Records for the task:
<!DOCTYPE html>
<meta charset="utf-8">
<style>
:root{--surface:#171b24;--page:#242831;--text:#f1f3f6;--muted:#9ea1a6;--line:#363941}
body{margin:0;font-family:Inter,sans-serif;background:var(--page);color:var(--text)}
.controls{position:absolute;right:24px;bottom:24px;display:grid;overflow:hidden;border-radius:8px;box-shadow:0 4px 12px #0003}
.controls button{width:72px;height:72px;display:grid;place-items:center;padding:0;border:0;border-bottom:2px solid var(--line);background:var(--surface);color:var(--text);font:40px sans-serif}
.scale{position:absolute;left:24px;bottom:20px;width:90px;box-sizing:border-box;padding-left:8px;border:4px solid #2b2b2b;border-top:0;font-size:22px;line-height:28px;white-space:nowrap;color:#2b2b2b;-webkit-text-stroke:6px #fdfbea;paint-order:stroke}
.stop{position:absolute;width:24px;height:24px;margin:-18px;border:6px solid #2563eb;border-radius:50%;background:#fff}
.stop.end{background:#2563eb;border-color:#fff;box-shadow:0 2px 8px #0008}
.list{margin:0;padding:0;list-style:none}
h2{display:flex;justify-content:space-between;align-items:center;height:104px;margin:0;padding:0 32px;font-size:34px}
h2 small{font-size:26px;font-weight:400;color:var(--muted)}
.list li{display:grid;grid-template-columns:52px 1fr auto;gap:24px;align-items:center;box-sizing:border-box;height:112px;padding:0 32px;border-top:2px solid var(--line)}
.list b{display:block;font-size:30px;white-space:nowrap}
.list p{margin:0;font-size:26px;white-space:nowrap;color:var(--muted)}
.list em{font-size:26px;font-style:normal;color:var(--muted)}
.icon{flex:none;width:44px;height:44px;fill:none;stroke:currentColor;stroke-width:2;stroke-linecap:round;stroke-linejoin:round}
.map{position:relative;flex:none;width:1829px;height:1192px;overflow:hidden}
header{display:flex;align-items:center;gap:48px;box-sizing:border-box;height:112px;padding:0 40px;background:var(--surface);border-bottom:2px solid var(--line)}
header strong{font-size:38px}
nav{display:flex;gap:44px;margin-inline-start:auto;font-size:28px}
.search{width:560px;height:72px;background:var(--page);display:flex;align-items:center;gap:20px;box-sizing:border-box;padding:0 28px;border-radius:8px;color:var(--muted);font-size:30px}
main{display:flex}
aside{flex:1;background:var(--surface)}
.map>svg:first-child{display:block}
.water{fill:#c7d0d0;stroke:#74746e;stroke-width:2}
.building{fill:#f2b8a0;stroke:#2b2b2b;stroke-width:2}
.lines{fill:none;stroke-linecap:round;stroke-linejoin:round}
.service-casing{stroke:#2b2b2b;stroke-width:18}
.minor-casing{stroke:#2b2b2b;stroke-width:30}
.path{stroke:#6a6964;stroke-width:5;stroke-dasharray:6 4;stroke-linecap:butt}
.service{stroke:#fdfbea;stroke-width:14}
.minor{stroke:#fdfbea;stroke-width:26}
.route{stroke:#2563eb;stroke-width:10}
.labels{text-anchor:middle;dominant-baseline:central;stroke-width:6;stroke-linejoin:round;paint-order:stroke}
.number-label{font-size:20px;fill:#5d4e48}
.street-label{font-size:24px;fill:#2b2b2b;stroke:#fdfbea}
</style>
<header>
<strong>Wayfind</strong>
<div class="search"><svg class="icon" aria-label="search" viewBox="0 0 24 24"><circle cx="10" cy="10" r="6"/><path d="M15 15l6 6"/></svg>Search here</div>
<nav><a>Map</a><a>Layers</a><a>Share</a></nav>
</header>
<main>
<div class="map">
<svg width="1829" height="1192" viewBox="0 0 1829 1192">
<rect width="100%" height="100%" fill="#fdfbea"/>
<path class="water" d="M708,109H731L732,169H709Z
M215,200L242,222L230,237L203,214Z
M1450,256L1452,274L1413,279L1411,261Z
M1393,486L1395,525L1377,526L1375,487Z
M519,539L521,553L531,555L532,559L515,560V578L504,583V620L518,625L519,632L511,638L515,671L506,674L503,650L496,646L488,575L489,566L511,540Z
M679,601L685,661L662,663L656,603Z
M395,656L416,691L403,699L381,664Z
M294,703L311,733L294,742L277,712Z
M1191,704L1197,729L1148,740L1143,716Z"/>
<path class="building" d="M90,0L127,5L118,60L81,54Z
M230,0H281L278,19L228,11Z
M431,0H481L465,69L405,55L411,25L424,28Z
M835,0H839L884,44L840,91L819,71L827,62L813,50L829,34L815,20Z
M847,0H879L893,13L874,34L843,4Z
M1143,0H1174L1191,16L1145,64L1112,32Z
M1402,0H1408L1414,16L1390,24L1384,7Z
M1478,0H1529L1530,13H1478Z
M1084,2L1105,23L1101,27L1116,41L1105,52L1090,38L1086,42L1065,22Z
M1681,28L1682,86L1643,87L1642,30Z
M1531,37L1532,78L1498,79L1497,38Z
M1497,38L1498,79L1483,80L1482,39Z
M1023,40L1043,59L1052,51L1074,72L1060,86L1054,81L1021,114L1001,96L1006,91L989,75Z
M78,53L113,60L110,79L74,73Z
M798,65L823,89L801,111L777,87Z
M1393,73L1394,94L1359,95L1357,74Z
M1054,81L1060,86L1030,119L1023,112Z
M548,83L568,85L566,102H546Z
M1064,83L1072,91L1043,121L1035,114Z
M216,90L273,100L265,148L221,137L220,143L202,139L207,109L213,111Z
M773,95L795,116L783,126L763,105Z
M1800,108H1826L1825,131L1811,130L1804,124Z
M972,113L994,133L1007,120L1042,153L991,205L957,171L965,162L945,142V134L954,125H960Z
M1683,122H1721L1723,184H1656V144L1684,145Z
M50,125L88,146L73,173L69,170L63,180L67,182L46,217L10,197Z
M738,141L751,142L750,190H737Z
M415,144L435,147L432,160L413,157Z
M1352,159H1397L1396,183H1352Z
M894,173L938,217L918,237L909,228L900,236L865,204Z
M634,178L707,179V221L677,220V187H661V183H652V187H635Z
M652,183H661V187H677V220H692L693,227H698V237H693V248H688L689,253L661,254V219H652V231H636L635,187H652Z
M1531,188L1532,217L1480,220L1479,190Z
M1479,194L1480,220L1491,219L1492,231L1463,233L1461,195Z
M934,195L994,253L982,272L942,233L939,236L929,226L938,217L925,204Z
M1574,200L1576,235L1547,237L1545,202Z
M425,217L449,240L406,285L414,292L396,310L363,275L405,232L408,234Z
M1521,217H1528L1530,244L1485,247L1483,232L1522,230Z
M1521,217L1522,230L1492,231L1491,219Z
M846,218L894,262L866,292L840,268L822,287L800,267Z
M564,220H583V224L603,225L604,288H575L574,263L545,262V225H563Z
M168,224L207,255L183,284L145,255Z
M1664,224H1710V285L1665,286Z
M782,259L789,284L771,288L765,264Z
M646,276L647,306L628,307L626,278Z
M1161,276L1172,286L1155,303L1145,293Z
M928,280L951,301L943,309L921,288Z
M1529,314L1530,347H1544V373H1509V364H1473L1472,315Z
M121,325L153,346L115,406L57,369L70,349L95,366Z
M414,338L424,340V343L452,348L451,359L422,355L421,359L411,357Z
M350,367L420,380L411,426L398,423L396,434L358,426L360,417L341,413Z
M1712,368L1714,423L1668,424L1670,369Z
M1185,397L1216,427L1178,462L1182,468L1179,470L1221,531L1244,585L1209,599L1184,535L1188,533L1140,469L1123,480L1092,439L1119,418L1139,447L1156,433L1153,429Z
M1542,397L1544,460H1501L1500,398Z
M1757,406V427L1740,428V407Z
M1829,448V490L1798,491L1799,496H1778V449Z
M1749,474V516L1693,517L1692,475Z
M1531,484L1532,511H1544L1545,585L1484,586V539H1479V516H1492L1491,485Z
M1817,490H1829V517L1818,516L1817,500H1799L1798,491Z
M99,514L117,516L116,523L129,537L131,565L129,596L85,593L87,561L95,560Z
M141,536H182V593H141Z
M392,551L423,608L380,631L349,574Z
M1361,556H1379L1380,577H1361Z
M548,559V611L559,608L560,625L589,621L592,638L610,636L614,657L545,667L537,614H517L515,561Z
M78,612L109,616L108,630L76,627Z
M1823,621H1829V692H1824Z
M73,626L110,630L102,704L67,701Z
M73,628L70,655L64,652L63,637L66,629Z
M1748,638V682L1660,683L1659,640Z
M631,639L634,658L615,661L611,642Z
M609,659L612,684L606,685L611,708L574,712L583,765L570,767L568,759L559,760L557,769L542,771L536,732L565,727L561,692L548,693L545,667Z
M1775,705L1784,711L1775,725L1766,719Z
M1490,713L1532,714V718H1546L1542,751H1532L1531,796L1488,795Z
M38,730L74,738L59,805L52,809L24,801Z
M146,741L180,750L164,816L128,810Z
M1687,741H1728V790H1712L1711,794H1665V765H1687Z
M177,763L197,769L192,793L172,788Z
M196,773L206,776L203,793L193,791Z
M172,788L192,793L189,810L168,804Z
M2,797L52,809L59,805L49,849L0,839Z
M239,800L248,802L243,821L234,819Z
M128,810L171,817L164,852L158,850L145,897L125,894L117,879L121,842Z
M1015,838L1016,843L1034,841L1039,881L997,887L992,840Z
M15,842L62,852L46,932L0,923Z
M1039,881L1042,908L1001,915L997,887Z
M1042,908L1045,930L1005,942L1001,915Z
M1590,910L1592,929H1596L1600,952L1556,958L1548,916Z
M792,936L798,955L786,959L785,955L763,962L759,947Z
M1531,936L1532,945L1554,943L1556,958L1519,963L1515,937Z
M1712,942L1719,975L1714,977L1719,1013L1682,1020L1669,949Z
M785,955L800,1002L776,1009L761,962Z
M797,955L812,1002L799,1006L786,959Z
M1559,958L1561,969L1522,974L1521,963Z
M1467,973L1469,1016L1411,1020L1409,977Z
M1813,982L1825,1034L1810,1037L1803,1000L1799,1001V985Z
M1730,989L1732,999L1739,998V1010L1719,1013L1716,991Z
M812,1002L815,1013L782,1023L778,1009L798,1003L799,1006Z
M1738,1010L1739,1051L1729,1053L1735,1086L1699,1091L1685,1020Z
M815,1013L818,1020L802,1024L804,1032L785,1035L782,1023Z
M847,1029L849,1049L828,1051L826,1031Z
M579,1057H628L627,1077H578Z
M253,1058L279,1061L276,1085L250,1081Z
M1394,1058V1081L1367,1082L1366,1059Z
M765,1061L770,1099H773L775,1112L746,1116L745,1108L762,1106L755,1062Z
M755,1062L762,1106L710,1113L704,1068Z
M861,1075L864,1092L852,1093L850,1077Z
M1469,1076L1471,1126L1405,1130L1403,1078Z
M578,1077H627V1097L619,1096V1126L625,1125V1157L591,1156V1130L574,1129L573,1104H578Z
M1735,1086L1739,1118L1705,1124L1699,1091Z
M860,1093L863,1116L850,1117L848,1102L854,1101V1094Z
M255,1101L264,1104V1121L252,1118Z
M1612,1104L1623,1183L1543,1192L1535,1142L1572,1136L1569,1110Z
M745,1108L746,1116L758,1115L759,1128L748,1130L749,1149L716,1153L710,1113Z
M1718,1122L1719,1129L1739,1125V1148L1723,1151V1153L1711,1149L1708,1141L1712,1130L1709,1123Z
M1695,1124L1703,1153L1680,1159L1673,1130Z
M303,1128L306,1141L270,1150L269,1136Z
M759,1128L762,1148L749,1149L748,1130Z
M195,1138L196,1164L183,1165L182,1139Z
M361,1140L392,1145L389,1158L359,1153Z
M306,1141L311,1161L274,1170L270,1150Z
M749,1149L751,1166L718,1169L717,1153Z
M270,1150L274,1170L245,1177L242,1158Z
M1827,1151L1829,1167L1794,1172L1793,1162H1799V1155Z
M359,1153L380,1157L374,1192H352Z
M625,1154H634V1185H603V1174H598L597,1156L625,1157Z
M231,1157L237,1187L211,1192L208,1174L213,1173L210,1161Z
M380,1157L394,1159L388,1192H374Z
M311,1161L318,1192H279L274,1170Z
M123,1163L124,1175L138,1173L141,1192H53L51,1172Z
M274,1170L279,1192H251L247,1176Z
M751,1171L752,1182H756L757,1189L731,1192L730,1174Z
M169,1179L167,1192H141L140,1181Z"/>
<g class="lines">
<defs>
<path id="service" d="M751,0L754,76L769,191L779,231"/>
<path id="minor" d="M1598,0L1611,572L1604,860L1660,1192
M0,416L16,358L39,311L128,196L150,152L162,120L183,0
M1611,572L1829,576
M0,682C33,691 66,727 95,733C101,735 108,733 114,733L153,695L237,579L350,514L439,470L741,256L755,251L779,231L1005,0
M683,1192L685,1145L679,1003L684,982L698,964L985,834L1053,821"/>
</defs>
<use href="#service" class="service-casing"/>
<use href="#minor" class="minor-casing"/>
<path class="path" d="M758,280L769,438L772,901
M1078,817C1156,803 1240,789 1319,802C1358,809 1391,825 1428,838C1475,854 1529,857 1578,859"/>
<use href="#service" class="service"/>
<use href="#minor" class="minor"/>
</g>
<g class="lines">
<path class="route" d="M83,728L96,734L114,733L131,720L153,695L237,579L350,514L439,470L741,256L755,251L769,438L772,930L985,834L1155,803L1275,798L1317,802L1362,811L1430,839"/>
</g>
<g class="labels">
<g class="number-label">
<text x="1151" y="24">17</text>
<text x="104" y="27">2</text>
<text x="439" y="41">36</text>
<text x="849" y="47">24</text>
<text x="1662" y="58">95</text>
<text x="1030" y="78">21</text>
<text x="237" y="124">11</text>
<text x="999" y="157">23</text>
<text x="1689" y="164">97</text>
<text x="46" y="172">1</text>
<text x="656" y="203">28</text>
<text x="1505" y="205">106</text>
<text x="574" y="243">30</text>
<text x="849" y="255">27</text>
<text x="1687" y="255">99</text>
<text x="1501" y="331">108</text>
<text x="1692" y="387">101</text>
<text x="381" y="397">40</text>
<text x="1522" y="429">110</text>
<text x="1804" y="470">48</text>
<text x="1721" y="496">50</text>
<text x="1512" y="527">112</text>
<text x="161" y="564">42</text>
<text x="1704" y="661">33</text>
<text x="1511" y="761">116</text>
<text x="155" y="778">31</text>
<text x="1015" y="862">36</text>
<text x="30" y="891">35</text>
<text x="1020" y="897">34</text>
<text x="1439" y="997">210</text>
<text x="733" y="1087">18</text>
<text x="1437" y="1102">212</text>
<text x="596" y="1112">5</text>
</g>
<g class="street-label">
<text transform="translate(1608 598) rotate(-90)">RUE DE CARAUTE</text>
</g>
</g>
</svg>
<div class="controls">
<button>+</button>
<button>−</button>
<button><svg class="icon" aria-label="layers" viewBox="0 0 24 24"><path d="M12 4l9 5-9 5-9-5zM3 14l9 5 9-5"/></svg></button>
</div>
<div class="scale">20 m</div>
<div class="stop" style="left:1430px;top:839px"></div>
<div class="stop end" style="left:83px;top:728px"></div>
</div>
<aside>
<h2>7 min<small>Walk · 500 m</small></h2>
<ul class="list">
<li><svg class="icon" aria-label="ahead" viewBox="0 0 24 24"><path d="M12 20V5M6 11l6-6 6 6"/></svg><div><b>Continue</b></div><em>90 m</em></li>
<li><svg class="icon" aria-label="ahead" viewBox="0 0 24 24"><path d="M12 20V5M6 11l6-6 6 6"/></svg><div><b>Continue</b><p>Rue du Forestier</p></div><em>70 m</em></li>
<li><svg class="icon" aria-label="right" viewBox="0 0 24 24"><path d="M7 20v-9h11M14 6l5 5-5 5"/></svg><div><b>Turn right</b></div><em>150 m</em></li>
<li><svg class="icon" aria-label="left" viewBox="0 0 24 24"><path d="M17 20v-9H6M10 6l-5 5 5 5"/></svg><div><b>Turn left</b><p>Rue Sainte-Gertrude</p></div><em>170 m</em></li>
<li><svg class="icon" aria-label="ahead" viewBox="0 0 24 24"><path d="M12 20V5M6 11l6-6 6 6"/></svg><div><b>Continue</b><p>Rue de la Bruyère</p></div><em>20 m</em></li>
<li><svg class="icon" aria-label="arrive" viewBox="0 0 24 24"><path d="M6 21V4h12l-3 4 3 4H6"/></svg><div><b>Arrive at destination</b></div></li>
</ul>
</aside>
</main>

Task statement: Copy all lines above where "serif" is present.

Result of the exercise:
body{margin:0;font-family:Inter,sans-serif;background:var(--page);color:var(--text)}
.controls button{width:72px;height:72px;display:grid;place-items:center;padding:0;border:0;border-bottom:2px solid var(--line);background:var(--surface);color:var(--text);font:40px sans-serif}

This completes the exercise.